Hi Brian thank you, but your advise did not help to improve the performance. If I bypass tun0, throughput is almost 1 Gbit/s, that's why on my opinion, the problem is not on the physical adapter or type of emulation.

— Reply to this email directly, view it on GitHub https://github.com/coova/coova-chilli/issues/579#issuecomment-2016621994, or unsubscribe https://github.com/notifications/unsubscribe-auth/ABSN7B4CXPF2OF2FRIXNFYTYZYAQ7AVCNFSM6AAAAABFEZKRLOVHI2DSMVQWIX3LMV43OSLTON2WKQ3PNVWWK3TUHMZDAMJWGYZDCOJZGQ. You are receiving this because you commented.

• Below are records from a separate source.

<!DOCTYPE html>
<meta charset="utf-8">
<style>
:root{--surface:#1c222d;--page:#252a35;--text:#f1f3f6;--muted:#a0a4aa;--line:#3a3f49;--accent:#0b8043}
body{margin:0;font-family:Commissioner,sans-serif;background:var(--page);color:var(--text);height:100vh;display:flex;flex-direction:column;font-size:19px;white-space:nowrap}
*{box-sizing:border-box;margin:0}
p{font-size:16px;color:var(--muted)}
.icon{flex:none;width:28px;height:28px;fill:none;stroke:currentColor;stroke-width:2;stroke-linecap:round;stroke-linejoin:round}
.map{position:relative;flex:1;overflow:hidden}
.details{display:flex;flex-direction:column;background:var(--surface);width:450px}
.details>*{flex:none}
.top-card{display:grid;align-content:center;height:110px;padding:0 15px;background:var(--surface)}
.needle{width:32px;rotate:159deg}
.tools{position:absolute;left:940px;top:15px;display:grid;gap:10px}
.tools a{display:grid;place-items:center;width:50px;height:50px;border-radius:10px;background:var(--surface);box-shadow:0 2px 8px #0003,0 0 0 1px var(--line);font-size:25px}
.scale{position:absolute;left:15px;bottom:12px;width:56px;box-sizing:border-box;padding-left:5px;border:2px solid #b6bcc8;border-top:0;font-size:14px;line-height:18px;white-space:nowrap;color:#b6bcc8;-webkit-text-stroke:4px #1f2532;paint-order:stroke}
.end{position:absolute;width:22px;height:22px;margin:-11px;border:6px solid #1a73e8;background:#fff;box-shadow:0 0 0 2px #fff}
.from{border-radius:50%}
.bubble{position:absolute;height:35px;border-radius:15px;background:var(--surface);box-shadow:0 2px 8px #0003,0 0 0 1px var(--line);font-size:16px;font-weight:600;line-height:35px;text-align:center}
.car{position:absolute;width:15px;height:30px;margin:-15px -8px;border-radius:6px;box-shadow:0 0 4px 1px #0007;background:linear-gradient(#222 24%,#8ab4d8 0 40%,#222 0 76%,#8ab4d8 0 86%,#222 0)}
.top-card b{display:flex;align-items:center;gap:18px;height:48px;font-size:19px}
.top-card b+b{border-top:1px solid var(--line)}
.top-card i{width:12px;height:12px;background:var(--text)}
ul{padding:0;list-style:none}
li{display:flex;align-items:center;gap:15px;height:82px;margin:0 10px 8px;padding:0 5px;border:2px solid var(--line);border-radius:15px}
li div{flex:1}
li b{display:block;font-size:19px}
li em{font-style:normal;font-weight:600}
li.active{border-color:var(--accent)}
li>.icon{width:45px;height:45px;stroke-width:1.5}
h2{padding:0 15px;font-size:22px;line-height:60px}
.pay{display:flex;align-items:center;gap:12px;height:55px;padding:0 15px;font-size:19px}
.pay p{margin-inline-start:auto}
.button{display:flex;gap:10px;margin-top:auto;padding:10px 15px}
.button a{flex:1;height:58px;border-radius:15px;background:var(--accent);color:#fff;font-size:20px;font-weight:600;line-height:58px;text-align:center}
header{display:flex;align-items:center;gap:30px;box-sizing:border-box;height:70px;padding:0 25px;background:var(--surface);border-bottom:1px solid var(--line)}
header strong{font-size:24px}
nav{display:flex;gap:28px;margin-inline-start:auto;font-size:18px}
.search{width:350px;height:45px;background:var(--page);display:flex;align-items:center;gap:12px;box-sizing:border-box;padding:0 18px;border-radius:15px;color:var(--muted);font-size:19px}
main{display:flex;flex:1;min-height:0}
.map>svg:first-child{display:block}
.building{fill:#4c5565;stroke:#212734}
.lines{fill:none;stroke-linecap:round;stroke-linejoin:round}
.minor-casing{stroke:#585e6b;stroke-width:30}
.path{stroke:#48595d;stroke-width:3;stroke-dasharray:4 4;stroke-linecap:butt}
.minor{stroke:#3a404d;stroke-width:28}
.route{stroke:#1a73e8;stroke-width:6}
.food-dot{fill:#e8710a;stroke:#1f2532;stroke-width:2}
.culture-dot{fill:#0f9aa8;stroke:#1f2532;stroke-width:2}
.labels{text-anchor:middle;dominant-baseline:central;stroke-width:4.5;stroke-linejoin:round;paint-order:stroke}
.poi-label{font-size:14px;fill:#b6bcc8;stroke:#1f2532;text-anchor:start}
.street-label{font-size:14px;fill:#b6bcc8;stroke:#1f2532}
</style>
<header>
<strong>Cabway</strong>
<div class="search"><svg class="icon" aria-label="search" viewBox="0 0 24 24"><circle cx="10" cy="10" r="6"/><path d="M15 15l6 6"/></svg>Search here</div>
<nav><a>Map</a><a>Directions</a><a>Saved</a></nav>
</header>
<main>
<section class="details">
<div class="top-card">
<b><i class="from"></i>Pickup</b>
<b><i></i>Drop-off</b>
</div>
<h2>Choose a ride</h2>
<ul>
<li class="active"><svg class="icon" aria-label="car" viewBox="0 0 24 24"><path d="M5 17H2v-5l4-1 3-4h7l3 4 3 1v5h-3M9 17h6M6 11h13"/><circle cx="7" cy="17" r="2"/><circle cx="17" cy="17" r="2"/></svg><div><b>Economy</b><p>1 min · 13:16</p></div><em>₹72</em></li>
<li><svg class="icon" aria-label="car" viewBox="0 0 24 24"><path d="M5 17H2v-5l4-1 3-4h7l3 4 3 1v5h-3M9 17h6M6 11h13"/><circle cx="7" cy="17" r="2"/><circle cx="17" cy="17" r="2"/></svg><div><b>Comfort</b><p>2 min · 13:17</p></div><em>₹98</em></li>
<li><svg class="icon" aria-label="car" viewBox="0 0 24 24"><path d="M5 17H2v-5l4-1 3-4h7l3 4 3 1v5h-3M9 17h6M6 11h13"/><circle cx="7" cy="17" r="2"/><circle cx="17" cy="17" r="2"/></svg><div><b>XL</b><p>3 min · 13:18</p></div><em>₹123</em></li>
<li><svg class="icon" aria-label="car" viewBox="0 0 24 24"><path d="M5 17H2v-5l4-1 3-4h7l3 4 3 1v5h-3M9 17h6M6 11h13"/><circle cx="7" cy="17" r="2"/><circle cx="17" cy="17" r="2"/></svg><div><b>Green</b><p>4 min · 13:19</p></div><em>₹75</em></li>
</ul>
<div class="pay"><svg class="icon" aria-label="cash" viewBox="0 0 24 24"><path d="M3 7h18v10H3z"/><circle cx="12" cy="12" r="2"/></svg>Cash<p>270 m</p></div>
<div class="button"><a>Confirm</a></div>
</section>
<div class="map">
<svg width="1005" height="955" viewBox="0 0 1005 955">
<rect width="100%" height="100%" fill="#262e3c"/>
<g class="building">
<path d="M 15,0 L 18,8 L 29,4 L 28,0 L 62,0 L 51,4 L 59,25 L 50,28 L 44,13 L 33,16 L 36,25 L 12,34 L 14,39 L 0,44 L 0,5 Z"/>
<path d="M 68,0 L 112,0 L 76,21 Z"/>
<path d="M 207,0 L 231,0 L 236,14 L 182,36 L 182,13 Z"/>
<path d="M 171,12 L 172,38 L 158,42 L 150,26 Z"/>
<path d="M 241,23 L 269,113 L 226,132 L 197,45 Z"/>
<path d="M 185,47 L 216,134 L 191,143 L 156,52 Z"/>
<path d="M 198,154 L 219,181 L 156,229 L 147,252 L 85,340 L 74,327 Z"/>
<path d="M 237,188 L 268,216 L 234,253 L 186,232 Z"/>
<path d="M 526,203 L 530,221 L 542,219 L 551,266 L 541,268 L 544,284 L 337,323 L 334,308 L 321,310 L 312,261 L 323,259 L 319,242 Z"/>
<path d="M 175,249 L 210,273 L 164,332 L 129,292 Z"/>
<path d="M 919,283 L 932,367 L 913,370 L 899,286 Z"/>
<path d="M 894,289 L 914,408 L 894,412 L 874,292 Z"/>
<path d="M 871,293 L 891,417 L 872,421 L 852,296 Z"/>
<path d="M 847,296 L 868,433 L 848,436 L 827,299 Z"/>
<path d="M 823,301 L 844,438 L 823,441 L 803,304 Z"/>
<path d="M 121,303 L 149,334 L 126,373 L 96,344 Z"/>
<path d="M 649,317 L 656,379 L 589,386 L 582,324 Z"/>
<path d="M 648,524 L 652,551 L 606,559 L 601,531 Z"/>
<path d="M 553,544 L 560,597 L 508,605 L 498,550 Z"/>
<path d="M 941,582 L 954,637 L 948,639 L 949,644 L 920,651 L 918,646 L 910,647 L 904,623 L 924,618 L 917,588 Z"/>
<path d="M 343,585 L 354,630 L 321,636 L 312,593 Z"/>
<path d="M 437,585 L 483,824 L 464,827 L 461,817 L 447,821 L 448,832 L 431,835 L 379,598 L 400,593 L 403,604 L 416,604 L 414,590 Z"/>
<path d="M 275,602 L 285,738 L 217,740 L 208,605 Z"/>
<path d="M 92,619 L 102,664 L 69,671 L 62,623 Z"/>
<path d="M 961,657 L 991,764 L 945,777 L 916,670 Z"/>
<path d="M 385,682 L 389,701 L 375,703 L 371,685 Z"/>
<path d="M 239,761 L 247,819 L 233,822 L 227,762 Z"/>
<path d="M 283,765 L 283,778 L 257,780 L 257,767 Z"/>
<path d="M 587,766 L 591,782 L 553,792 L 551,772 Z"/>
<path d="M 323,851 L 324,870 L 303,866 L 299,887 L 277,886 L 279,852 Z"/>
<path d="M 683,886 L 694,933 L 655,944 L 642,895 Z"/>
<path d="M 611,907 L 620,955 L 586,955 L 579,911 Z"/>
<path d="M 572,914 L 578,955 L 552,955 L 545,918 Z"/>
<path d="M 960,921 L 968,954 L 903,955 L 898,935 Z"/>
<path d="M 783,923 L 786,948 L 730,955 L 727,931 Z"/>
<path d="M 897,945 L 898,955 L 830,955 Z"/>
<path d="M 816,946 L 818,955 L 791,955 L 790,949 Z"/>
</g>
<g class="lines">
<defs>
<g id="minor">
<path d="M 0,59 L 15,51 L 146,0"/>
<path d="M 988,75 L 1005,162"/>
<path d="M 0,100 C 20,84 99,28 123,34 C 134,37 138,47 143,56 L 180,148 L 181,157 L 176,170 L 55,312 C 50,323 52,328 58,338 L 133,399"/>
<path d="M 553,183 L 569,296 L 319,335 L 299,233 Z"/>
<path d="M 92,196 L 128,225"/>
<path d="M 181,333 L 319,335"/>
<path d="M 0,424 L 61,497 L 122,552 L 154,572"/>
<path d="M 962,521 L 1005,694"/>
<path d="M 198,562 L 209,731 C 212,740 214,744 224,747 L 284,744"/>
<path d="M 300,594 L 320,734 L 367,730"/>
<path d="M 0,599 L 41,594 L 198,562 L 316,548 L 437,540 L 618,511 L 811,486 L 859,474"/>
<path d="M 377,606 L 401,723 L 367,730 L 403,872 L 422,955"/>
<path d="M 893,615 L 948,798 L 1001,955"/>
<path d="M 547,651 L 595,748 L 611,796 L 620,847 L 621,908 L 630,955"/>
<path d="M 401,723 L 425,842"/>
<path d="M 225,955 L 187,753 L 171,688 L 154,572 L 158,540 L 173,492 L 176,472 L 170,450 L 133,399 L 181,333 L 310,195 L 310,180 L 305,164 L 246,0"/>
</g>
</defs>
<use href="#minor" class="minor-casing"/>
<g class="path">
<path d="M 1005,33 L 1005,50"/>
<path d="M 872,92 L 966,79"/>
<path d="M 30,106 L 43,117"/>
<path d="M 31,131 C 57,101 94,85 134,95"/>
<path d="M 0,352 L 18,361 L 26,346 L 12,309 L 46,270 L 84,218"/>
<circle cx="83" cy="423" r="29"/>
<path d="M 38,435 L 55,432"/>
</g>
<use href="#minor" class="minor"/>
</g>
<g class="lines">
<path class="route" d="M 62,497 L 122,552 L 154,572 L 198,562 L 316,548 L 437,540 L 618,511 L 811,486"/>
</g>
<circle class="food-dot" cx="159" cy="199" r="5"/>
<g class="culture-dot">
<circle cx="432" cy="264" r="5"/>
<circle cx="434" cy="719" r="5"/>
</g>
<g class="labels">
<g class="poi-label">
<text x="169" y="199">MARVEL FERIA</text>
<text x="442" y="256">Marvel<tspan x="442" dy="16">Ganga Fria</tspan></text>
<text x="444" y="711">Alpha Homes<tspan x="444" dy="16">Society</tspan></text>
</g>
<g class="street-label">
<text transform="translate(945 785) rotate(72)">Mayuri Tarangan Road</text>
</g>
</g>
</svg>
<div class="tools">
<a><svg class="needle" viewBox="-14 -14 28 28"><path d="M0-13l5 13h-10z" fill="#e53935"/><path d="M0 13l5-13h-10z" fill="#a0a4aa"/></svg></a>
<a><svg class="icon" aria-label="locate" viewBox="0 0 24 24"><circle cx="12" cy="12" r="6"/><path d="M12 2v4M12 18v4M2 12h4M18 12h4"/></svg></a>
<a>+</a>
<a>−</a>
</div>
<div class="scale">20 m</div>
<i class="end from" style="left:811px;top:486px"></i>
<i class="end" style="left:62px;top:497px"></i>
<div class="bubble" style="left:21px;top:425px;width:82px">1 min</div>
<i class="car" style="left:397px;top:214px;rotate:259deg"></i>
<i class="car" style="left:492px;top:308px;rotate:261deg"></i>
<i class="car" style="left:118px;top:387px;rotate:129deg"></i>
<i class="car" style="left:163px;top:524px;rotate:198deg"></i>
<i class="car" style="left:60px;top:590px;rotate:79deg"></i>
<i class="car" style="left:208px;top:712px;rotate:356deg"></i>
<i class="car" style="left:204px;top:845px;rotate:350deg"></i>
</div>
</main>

alex-wifigem commented 4 months ago

No luck after setting the same on tun0 too. The other interface is not involved in the test. This is the output of ethtool -k ens37

Features for ens37:
rx-checksumming: off
tx-checksumming: on
        tx-checksum-ipv4: off [fixed]
        tx-checksum-ip-generic: on
        tx-checksum-ipv6: off [fixed]
        tx-checksum-fcoe-crc: off [fixed]
        tx-checksum-sctp: off [fixed]
scatter-gather: on
        tx-scatter-gather: on
        tx-scatter-gather-fraglist: off [fixed]
tcp-segmentation-offload: off
        tx-tcp-segmentation: off
        tx-tcp-ecn-segmentation: off [fixed]
        tx-tcp-mangleid-segmentation: off
        tx-tcp6-segmentation: off [fixed]
generic-segmentation-offload: off
generic-receive-offload: off
large-receive-offload: off [fixed]
rx-vlan-offload: on
tx-vlan-offload: on [fixed]
ntuple-filters: off [fixed]
receive-hashing: off [fixed]
highdma: off [fixed]
rx-vlan-filter: on [fixed]
vlan-challenged: off [fixed]
tx-lockless: off [fixed]
netns-local: off [fixed]
tx-gso-robust: off [fixed]
tx-fcoe-segmentation: off [fixed]
tx-gre-segmentation: off [fixed]
tx-gre-csum-segmentation: off [fixed]
tx-ipxip4-segmentation: off [fixed]
tx-ipxip6-segmentation: off [fixed]
tx-udp_tnl-segmentation: off [fixed]
tx-udp_tnl-csum-segmentation: off [fixed]
tx-gso-partial: off [fixed]
tx-sctp-segmentation: off [fixed]
tx-esp-segmentation: off [fixed]
tx-udp-segmentation: off [fixed]
fcoe-mtu: off [fixed]
tx-nocache-copy: off
loopback: off [fixed]
rx-fcs: off
rx-all: off
tx-vlan-stag-hw-insert: off [fixed]
rx-vlan-stag-hw-parse: off [fixed]
rx-vlan-stag-filter: off [fixed]
l2-fwd-offload: off [fixed]
hw-tc-offload: off [fixed]
esp-hw-offload: off [fixed]
esp-tx-csum-hw-offload: off [fixed]
rx-udp_tunnel-port-offload: off [fixed]
tls-hw-tx-offload: off [fixed]
tls-hw-rx-offload: off [fixed]
rx-gro-hw: off [fixed]
tls-hw-record: off [fixed]
alex-wifigem commented 4 months ago

It seems that something has changed. I had to ssh to ESXi and do the ethtool there on the physical adapter:

[root@esxi:~] ethtool -K vmnic1 rx off
[root@esxi:~] ethtool -K vmnic1 lro off
no offload settings changed
[root@esxi:~] ethtool -K vmnic1 gro off
no offload settings changed
[root@esxi:~] ethtool -K vmnic1 tso off
Cannot set device tcp segmentation offload settings: Function not implemented

Then, in the VM, with Coova-chilli not running:

# ethtool -K ens37 gro off 
# ethtool -K ens37 tso off  
# ethtool -K ens37 lro off
# ethtool -K ens37 rx off 

Now, ethtool -k ens37 gives the same output as my previous post, with this only difference: generic-segmentation-offload: on Now I have 250 Mbit/s upload and 500 Mbit/s download. I will repeat this test after a reboot, and then on a clean machine. @nzamps, @sevan, thank you for your help.